4.4. Limitations and Future Directions

Choice of optimization algorithms. Our SOP method is based on introducing more parameters to an already overparameterized model, hence relies critically on the choice of the optimization algorithm to induce the desired implicit regularization. For vanilla gradient descent, our analysis in Section 3 shows that it has the desired implicit regularization by design. In practical deep network training, it is more common to use the stochastic gradient descent with momentum. While not theoretically justified, experiments in Section 2 show that our method works with such practical variants. This may not come as a surprise, because existing studies already show that stochastic gradient descent (Nacson et al., 2019) and momentum acceleration (Wang et al., 2021) have the same implicit bias as the vanilla gradient decent under certain models. We leave the extension of such results to our method as future works.

Modeling of label noise. Our method is based on the assumption that the label noise matrix S = [s 1, . . . , s N], where s i is the difference between the observed label yi and the underlying true label, is a sparse matrix. We made no additional assumption on the sparsity pattern of S , other than the non-negative and non-positive constraints discussed in (4). In practice, it is usually the case that certain pairs of classes are more similar hence more easily confusing with each other than other pairs.

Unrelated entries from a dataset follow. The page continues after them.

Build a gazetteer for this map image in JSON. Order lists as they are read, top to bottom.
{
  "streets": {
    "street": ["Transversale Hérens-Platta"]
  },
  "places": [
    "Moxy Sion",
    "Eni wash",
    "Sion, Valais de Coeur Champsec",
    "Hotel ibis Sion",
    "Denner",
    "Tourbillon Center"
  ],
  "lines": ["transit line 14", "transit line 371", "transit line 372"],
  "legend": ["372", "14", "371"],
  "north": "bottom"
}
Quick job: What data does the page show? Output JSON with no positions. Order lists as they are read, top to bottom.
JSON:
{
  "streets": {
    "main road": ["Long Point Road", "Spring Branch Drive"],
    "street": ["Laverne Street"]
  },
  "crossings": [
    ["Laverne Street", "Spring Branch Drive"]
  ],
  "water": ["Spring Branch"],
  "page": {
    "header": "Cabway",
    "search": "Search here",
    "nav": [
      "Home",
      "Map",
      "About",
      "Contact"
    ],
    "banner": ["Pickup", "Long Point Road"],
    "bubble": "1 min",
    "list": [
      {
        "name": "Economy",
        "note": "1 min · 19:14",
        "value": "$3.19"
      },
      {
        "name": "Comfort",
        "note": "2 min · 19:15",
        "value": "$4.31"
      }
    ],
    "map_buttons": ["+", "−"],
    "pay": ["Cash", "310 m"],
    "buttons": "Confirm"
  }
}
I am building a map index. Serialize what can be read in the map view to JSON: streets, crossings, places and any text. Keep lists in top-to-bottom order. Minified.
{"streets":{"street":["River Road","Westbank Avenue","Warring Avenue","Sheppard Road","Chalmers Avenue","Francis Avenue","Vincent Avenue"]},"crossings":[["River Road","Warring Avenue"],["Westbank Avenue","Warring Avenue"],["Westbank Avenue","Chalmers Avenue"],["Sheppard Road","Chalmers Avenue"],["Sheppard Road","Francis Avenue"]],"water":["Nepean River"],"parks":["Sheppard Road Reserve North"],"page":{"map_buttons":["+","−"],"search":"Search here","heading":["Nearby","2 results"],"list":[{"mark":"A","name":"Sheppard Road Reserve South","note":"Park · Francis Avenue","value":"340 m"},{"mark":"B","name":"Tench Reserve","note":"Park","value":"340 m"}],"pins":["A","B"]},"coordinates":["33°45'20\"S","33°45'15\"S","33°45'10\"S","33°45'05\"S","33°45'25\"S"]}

As a result, certain blocks of S tend to have more non-zero entries than the others. When there is a prior on which blocks may have more non-zero entries, our method may be adapted by using a weighted sparse regularization for the corresponding blocks. When there is no such prior, our method may be adapted by using a group sparse regularization (Neyshabur et al., 2014; Tibshirani, 2021).

Acknowledgements

SL and QQ were partially supported by NSF grant DMS 2009752. SL was partially supported by NSF NRT-HDR Award 1922658 and Alzheimer s Association grant AARGNTF-21-848627. QQ also acknowledge support from NSF CAREER 2143904, NSF CCF 2212066, and ONR N0001422-1-2529. ZZ acknowledges support from NSF grants CCF 2008460 and CCF 2106881. Part of this work was done when CY was at University of California, Berkeley and was supported by Tsinghua-Berkeley Shenzhen Institute Research Fund. The authors acknowledge helpful discussion with Ryan Chan from Johns Hopkins University.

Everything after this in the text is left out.